Россия крепостная. История народного рабства - страница 4

Шрифт
Интервал


Дворовую Прасковью Ларионову забили на глазах помещицы, которая на каждый стон жертвы поминутно выкрикивала: «Бейте до смерти»! Когда Ларионова умерла, по приказу Салтычихи ее тело повезли хоронить в подмосковное село, а на грудь убитой положили ее грудного младенца, который замерз по дороге на трупе матери…

Однако господа сенаторы колебались. Не хотели огласки недостойного поведения дворянки, боялись реакции дворянства на неизбежное осуждение помещицы. Предлагалось вместо разбирательства убийств в доме Салтычихи – выпороть хорошенько самих ходоков. Причем выяснилось, что указанная челобитная от дворовых Салтыковой далеко не первая.
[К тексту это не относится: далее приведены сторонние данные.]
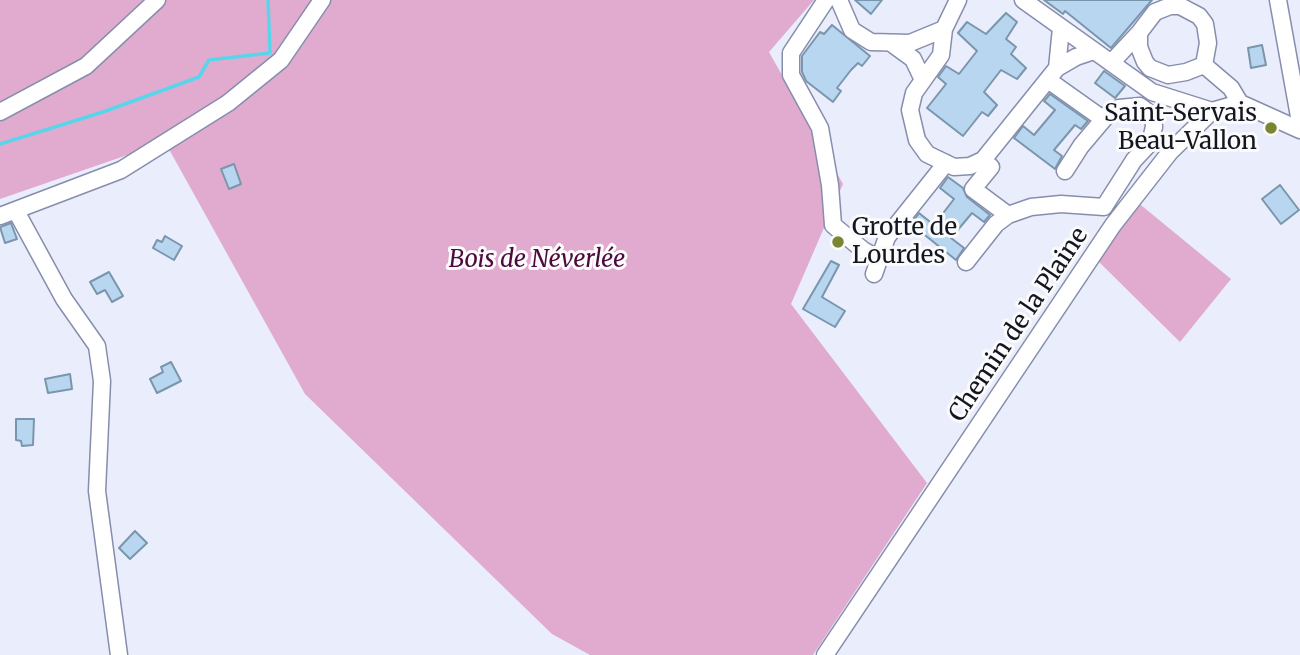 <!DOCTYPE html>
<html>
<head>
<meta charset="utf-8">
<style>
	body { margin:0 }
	canvas { display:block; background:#eaedfb }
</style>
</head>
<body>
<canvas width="1300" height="655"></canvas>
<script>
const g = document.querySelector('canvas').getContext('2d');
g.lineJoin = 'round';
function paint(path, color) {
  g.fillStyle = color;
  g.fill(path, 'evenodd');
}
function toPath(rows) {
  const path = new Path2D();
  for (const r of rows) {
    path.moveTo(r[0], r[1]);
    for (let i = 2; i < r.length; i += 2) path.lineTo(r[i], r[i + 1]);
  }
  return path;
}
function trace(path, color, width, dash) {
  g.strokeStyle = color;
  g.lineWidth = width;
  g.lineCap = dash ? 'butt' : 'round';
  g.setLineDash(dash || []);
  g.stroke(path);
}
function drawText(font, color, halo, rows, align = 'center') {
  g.font = font + ' Merriweather,serif';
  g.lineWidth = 6;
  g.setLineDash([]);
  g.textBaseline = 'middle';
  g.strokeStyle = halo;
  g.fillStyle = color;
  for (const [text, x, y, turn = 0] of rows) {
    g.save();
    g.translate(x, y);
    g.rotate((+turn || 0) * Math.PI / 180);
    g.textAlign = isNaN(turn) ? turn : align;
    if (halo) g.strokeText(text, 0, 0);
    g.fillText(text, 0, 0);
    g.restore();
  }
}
const green = toPath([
	[0,0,814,0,769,52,843,184,791,304,927,483,813,655,590,655,552,634,305,394,165,142,0,199],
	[1136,201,1231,279,1180,342,1095,258]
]);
const stream = toPath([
	[0,144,103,112,199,77,209,60,270,53,268,0]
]);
const building = toPath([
	[855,0,882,0,871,14,855,0],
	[1044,0,1152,0,1111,48,1065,11,1063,14,1044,0],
	[1006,13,1017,22,1006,39,1016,47,1011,54,1026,68,1017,79,1001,70,984,92,997,105,988,116,982,112,963,136,927,108,946,84,938,77,946,66,959,74,977,51,958,33,967,22,986,34,1006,13],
	[832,25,870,56,862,66,858,63,851,70,837,88,841,91,833,102,806,81,802,72,802,56,820,32,824,34,832,25],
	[1262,45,1266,65,1251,68,1248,48,1262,45],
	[1104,71,1125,86,1115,98,1095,83,1104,71],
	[1050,94,1088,121,1081,129,1075,125,1054,150,1062,156,1055,169,1014,138,1023,126,1034,135,1055,110,1044,101,1050,94],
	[234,164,241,184,229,189,221,169,234,164],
	[948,177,963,188,967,197,990,215,984,222,972,213,951,238,964,248,956,260,911,224,919,213,934,225,954,199,940,188,948,177],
	[1280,185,1299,210,1281,224,1262,199,1280,185],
	[11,223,17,239,5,243,0,227,11,223],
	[165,236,182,246,174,260,153,248,157,240,162,242,165,236],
	[831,261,839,265,822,297,845,311,835,327,803,309,831,261],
	[109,272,123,296,112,302,105,290,97,294,90,282,109,272],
	[171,362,181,381,157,393,150,379,163,372,161,367,171,362],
	[70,374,72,389,48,393,45,379,70,374],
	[16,419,34,419,33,445,22,446,21,441,16,440,16,419],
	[135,531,147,543,130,559,119,548,135,531]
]);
const minor = toPath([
	[826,0,791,53,791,75,820,128,830,185,833,225,863,250,879,259],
	[839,0,852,30,871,42,910,43,944,29],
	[958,0,944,29,941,55,914,93,910,110,917,140,927,154,954,167,970,166,983,160,1057,68,1061,28],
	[1023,0,1152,92,1212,111],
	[1278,0,1300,122],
	[1170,6,1180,6,1199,16,1205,24,1208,43,1204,65,1186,72,1168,75,1150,68,1145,62,1139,47,1139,33,1155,12,1170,6],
	[891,43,913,59,923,80],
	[1111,63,1139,33],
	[1204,65,1231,88,1240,103],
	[1057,68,1076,57,1094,51],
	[1048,80,1103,119],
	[0,112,86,66,157,0],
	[983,160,991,167,973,189,1008,215,1031,207,1061,204,1104,207,1134,160,1150,143,1154,127,1153,116,1140,106,1119,108,1108,114,1081,146,1065,171],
	[16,211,64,299,97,346,102,381,97,491,119,655],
	[0,216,121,170,228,103,281,60,322,0],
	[966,262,996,224,1008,215],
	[874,274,887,237,946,163],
	[825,655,1113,225,1170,152,1212,111,1240,103,1300,130]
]);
const markers = [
	[1271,128,7,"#7b8531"],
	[838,242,7,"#7b8531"]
];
const poiNames = [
	["Saint-Servais",1257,114],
	["Beau-Vallon",1257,142],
	["Grotte de",852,228,"left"],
	["Lourdes",852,256,"left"]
];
const parkNames = [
	["Bois de Néverlée",537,260]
];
const streetNames = [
	["Chemin de la Plaine",1019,325,-56]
];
paint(green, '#e0abce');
trace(stream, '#59d5eb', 3.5);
paint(building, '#b8d6ef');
trace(building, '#7a96ad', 2);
trace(minor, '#878ead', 19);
trace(minor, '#fff', 16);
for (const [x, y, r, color] of markers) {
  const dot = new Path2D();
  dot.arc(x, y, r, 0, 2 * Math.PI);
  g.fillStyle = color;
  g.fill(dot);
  trace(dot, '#fbfbfb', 2.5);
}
drawText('24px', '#131521', '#fbfbfb', poiNames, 'right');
drawText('italic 24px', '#4d093d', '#fbfbfb', parkNames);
drawText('24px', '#131521', '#fbfbfb', streetNames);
</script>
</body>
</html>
И прежде с теми крестьянами, кто доходил до столицы в поисках справедливости, так и поступали – били кнутом и возвращали госпоже на расправу, или ссылали в Сибирь.

Но Екатерина решила все же принять челобитную и повелела начать расследование. Тем, кто хорошо знал императрицу, было очевидно, что за естественным для монарха стремлением к защите слабых и восстановлению справедливости на самом деле скрывается прагматический расчет. В народе зрело яростное возмущение против сложившейся в государстве системы угнетения. Наказание Салтычихи должно было стать показательным процессом, предостеречь владельцев крепостных «душ» и продемонстрировать народу заботу правительства о его положении.

Оставшиеся в живых к началу следствия крепостные слуги Дарьи Салтыковой обвиняли свою госпожу в гибели 75 человек. Чиновники юстиц-коллегии нашли возможным приписать ей только 38 убийств и в 26 случаях оставили «в подозрении». Преступницу приговорили выставить на один час к позорному столбу с вывеской на груди «мучительница и душегубица», а затем заключить в оковы и отвезти в женский монастырь, где содержать до смерти в специально для того устроенной подземной камере без доступа дневного света.

Зверства Салтычихи слишком часто использовались разными авторами для живописания ужасов крепостного быта. На короткое время ее имя стало едва ли не символом всей эпохи существования крепостного права. Но впоследствии навязчивое смакование ее преступлений привело, напротив, к маргинализации образа этой помещицы, представлению о совершенных ею злодеяниях, как о страшном исключении из патриархальных и добрых взаимоотношений между господами и их крепостными слугами.